System Artifact Manager for storing and managing system-generated non-OCI artifact data #16646

prahaladdarkin · 2022-04-04T15:41:23Z

Scope of change:

System artifact manager model definitions
System artifact manager subsystem implementation
Integration of system artifact clean-up jobs with job service
Unit tests/functional tests for the above changes

Signed-off-by: prahaladdarkin prahaladd@vmware.com

…-OCI artifact data Signed-off-by: prahaladdarkin <prahaladd@vmware.com>

codecov · 2022-04-04T15:47:43Z

Codecov Report

Merging #16646 (dac5fe7) into main (846dc94) will decrease coverage by 0.03%.
The diff coverage is 77.45%.

@@            Coverage Diff             @@
##             main   #16646      +/-   ##
==========================================
- Coverage   67.39%   67.35%   -0.04%     
==========================================
  Files         951      960       +9     
  Lines       78909    79229     +320     
  Branches     2321     2331      +10     
==========================================
+ Hits        53183    53368     +185     
- Misses      22167    22276     +109     
- Partials     3559     3585      +26

Flag	Coverage Δ
unittests	`67.35% <77.45%> (-0.04%)`	⬇️

Flags with carried forward coverage won't be shown. Click here to find out more.

Impacted Files	Coverage Δ
src/controller/systemartifact/callback.go	`0.00% <0.00%> (ø)`
src/jobservice/job/impl/systemartifact/cleanup.go	`53.84% <53.84%> (ø)`
src/controller/systemartifact/execution.go	`63.04% <63.04%> (ø)`
src/pkg/systemartifact/dao/dao.go	`65.90% <65.90%> (ø)`
src/pkg/systemartifact/model/model.go	`80.00% <80.00%> (ø)`
src/pkg/systemartifact/manager.go	`97.50% <97.50%> (ø)`
src/jobservice/runtime/bootstrap.go	`50.00% <100.00%> (+0.32%)`	⬆️
src/pkg/systemartifact/cleanupcriteria.go	`100.00% <100.00%> (ø)`
src/controller/event/handler/auditlog/auditlog.go	`8.69% <0.00%> (-52.18%)`	⬇️
...c/app/base/project/repository/artifact/artifact.ts	`51.85% <0.00%> (-48.15%)`	⬇️
... and 25 more

chlins · 2022-04-14T07:48:00Z

make/migrations/postgresql/0080_2.5.0_schema.up.sql

+Github proposal link : https://github.com/goharbor/community/pull/181
+*/
+
+ CREATE TABLE IF NOT EXISTS "system_artifact" (


Should move this migration script to 2.6.0_schema.up.sql as this pr will be merged into main branch.
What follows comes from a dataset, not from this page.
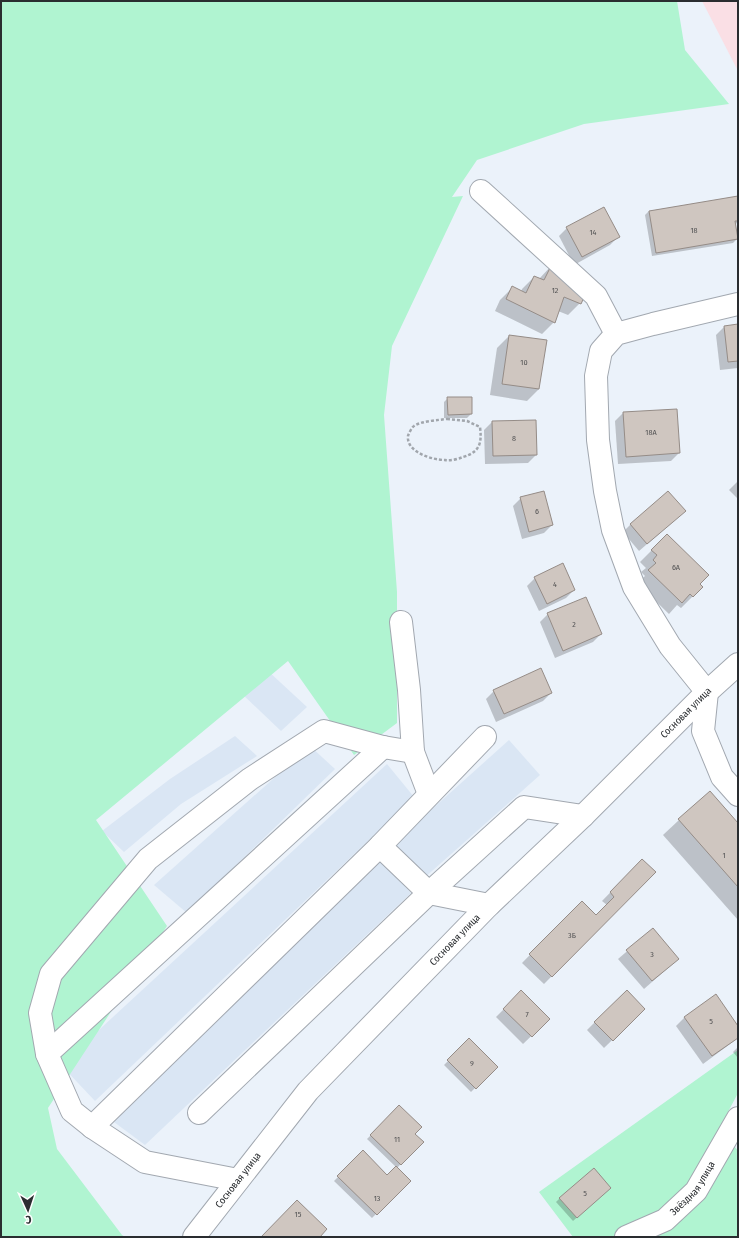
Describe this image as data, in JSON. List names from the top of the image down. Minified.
{"streets":{"street":["Сосновая улица","Звёздная улица"]},"house_numbers":["18","14","12","10","18А","8","6","6А","4","2","1","3Б","3","7","5","9","11","5","13","15"],"north":"bottom"}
chlins · 2022-04-14T08:00:11Z

src/controller/systemartifact/execution.go

+
+	if !async {
+		err := c.createCleanupTask(ctx, jobParams, execId)
+		if err != nil {


chlins · 2022-04-14T08:08:19Z

src/controller/systemartifact/execution.go

+		logger.Info("Created job for scan data export successfully")
+		return nil
+	}
+	go func(ctx context.Context) {


I'm confusing here why we need a flag async, IMO createCleanupTask is only create task in db and will not take too long time. And here has a different behavior, in sync mode error will be returned as Start() error, but for async mode error only be logged.

chlins · 2022-04-14T08:15:04Z

src/core/main.go

@@ -321,3 +326,37 @@ func getDefaultScannerName() string {
 	}
 	return ""
 }
+


I suggest create a new folder to save this function or other system job in the future and import here like systemjob.Register(ctx) to keep the main clean and avoid too many business packages imported to main.

chlins · 2022-04-14T08:16:15Z

src/core/main.go

@@ -321,3 +326,37 @@ func getDefaultScannerName() string {
 	}
 	return ""
 }
+
+func scheduleSystemArtifactCleanJob(ctx context.Context) {
+	cronType := "Daily"


Maybe can be defined as const to share for future usage.

chlins · 2022-04-14T08:23:23Z

src/pkg/systemartifact/cleanupcriteria.go

+)
+
+var (
+	DefaultCleanupWindowSeconds = 86400


Do we need expose this flag to config?

chlins · 2022-04-14T08:24:58Z

src/pkg/systemartifact/cleanupcriteria.go

+	duration := time.Duration(DefaultCleanupWindowSeconds) * time.Second
+	timeRange := q.Range{Max: currentTime.Add(-duration).Format(time.RFC3339)}
+	logger.Infof("Cleaning up system artifacts with range: %v", timeRange)
+	query := q.Query{Keywords: map[string]interface{}{"create_time": &timeRange}}


chlins · 2022-04-14T08:25:35Z

src/pkg/systemartifact/dao/dao.go

+	"context"
+	"github.com/goharbor/harbor/src/lib/orm"
+)
+import "github.com/goharbor/harbor/src/pkg/systemartifact/model"


go fmt && go imports.

chlins · 2022-04-14T08:32:49Z

src/pkg/systemartifact/manager.go

+
+func (mgr *systemArtifactManager) GetStorageSize(ctx context.Context) (int64, error) {
+	listQuery := q.Query{}
+	artifacts, err := mgr.dao.List(ctx, &listQuery)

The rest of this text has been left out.